If you could make any project of your choosing next without restrictions, as in somebody came up to you today and said “make whatever you want, you start tomorrow”, what would it be and why?
I would say something for Saoirse Ronan and Daisy May Cooper, whatever that may be.
A Thelma & Louise remake?
Yeah! Whatever it would be, and I don’t know what it would be. But that’s definitely something I’d love to do is to put those two together, I know that they’re huge fans of each other. And having worked with them both, I think they would just be brilliant onscreen, on-camera together.

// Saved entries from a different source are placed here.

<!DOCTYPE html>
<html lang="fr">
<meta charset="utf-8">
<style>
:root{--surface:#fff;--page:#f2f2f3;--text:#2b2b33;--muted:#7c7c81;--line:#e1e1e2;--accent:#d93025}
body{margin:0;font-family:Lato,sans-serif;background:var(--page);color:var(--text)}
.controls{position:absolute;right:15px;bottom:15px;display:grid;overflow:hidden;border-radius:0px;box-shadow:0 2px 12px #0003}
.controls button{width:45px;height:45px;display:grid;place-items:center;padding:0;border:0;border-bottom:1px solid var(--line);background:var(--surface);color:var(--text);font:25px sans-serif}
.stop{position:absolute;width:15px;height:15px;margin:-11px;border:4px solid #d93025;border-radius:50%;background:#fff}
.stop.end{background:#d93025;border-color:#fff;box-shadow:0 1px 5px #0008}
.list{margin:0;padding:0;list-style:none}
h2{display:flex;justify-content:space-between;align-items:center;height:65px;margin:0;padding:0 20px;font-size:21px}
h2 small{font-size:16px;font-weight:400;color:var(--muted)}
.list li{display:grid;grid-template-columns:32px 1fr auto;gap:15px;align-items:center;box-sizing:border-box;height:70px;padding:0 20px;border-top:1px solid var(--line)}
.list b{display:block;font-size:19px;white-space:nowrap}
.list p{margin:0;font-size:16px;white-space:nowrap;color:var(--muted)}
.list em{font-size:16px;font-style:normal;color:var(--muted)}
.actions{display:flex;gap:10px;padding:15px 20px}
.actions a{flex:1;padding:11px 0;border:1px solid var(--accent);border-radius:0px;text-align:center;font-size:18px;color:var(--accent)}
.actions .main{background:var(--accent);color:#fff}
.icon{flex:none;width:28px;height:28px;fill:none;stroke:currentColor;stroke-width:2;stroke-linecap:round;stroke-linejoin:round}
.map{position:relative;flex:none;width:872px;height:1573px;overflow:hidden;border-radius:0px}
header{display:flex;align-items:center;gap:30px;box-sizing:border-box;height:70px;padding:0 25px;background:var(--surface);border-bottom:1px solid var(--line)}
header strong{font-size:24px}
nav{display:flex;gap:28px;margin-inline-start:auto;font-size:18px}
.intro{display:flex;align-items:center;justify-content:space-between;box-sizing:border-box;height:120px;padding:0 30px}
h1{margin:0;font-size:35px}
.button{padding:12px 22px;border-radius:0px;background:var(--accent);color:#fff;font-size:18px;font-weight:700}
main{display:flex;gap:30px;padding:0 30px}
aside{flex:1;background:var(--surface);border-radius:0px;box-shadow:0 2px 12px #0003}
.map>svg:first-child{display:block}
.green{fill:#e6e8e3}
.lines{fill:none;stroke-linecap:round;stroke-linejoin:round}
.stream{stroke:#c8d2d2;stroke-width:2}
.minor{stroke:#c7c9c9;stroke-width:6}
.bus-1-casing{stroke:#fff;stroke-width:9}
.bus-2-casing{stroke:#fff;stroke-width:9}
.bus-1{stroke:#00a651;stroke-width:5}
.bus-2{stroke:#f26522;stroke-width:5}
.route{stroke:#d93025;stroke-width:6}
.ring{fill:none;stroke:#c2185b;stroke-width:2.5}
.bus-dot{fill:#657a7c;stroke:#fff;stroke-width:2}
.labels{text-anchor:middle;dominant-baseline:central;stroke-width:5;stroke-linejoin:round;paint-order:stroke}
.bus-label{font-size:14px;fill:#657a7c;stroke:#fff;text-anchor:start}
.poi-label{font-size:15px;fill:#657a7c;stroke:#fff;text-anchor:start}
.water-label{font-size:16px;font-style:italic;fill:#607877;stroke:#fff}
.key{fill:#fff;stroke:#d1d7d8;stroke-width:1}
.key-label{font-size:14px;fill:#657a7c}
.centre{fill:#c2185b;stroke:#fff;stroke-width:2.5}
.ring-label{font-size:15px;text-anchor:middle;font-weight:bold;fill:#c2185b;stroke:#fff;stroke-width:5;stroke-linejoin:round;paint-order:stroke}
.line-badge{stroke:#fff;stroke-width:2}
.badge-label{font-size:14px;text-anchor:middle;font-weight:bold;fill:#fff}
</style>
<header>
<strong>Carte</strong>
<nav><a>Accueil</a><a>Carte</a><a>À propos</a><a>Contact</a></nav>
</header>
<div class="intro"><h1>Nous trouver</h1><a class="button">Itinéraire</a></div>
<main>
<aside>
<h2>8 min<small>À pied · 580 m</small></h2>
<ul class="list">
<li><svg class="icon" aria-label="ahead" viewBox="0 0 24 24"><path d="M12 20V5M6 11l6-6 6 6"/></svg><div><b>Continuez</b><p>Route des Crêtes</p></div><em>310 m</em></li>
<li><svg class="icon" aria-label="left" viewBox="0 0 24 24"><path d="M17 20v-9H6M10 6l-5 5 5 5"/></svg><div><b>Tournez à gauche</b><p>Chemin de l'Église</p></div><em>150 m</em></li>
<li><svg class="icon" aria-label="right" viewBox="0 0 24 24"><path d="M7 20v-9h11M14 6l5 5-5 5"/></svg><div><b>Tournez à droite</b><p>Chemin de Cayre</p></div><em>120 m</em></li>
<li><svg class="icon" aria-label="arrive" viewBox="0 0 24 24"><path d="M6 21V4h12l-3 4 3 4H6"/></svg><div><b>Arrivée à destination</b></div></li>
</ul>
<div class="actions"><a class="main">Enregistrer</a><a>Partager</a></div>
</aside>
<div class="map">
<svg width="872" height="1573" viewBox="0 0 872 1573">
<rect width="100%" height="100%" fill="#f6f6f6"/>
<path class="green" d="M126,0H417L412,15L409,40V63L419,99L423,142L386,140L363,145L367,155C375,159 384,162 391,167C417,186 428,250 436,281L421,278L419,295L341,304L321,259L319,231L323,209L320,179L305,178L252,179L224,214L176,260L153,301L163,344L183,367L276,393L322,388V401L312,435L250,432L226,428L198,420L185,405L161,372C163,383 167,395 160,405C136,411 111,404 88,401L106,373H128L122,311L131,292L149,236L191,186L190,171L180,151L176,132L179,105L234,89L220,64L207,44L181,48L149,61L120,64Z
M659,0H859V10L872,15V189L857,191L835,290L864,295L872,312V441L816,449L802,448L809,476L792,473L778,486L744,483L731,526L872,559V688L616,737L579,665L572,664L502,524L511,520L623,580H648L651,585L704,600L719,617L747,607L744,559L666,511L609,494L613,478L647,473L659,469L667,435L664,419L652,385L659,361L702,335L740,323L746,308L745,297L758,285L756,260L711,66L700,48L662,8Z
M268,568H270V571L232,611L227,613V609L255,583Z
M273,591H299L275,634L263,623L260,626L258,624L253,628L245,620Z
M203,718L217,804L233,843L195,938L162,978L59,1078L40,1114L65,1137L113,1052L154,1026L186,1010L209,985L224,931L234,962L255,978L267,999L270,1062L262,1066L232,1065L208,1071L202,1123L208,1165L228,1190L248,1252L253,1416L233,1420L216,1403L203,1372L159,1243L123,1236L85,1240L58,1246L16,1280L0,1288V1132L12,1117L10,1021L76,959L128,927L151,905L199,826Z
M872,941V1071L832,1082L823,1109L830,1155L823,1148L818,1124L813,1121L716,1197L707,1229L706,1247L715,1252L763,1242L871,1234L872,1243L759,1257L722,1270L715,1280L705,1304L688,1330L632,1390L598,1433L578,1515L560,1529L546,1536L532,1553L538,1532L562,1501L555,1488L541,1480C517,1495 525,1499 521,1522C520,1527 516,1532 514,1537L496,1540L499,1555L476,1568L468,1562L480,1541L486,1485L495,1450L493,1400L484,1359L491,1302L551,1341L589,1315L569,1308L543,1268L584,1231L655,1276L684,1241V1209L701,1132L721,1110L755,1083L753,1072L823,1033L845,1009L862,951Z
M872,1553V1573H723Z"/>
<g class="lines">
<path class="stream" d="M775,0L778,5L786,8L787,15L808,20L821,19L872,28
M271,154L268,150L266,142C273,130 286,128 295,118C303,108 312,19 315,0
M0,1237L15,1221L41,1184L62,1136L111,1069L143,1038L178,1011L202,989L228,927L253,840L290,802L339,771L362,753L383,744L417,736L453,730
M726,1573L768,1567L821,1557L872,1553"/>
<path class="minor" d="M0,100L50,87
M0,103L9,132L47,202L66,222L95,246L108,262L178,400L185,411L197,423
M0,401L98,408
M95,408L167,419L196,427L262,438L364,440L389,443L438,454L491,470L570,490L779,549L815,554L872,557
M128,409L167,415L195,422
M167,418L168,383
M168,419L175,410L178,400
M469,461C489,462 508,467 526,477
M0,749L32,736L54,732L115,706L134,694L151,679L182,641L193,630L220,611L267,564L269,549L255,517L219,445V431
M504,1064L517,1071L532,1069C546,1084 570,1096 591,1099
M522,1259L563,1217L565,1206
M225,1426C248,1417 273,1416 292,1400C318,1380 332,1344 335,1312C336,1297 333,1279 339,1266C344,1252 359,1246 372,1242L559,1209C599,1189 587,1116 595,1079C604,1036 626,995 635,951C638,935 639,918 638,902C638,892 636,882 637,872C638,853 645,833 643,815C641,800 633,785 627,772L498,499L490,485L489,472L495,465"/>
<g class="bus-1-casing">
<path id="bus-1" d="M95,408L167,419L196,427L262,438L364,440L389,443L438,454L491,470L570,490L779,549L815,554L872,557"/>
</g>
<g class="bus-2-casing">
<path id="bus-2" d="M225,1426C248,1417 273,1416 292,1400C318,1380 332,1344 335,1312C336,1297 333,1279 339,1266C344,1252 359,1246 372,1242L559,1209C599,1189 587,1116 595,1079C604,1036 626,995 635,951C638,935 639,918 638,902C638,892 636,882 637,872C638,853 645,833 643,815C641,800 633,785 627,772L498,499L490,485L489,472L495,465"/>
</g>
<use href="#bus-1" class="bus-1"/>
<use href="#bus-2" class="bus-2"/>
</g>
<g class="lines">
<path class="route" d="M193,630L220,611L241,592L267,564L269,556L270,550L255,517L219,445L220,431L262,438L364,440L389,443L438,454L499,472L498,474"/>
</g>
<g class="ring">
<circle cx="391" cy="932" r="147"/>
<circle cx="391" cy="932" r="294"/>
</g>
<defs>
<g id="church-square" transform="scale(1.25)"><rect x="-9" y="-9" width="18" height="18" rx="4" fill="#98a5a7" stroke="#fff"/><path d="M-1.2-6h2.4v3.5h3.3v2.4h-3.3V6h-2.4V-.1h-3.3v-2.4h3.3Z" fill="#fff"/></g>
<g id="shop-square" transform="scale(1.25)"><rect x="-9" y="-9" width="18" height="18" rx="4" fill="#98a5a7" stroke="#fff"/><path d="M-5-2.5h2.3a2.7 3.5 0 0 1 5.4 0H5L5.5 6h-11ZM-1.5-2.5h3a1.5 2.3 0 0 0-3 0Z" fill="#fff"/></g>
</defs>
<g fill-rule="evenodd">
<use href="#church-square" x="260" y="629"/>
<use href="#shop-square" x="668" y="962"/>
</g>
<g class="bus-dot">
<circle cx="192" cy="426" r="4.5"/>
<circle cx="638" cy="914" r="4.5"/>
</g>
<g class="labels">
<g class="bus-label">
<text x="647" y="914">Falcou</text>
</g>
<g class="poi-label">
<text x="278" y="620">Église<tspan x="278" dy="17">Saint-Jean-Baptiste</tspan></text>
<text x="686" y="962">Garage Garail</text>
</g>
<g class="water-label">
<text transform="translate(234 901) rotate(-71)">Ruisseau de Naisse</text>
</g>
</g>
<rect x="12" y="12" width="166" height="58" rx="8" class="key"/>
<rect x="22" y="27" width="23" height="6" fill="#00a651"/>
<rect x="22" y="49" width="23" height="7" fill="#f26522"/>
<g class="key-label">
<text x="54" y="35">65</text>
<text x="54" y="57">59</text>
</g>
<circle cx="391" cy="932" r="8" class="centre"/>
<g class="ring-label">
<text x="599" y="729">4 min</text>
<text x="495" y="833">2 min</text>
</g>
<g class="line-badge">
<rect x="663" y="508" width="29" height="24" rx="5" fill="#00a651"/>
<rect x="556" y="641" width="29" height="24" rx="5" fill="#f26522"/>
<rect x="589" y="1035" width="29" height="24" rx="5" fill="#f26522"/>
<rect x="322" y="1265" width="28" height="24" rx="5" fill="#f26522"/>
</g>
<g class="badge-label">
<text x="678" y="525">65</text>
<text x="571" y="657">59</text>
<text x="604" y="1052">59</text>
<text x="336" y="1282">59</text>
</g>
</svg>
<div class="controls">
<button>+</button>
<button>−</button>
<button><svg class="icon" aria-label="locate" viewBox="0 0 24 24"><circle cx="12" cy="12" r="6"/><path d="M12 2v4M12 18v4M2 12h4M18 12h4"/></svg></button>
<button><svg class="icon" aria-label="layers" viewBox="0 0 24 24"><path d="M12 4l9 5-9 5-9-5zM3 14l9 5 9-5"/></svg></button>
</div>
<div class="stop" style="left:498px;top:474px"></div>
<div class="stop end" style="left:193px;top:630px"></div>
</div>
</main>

They’ve got a lot of similarities. And they’re both really funny. And hopefully that’s something that like people are seeing for the first time, in a way, in Saoirse’s performance in See How They Run. But there’s just enough difference as well to make it a sort of exciting ride. I think so. Yeah. I’d love to do something with those two. I’m open, I’m all ears for if someone’s got good idea for that.
Steven Spielberg doesn’t have The Fabelmans coming out until November, so he’s hiding in case he gets beaten by See How They Run again.
Hopefully he can build on the success of Jaws.
Well, we’ll see.
Thanks a lot!
See How They Run is now playing in theaters.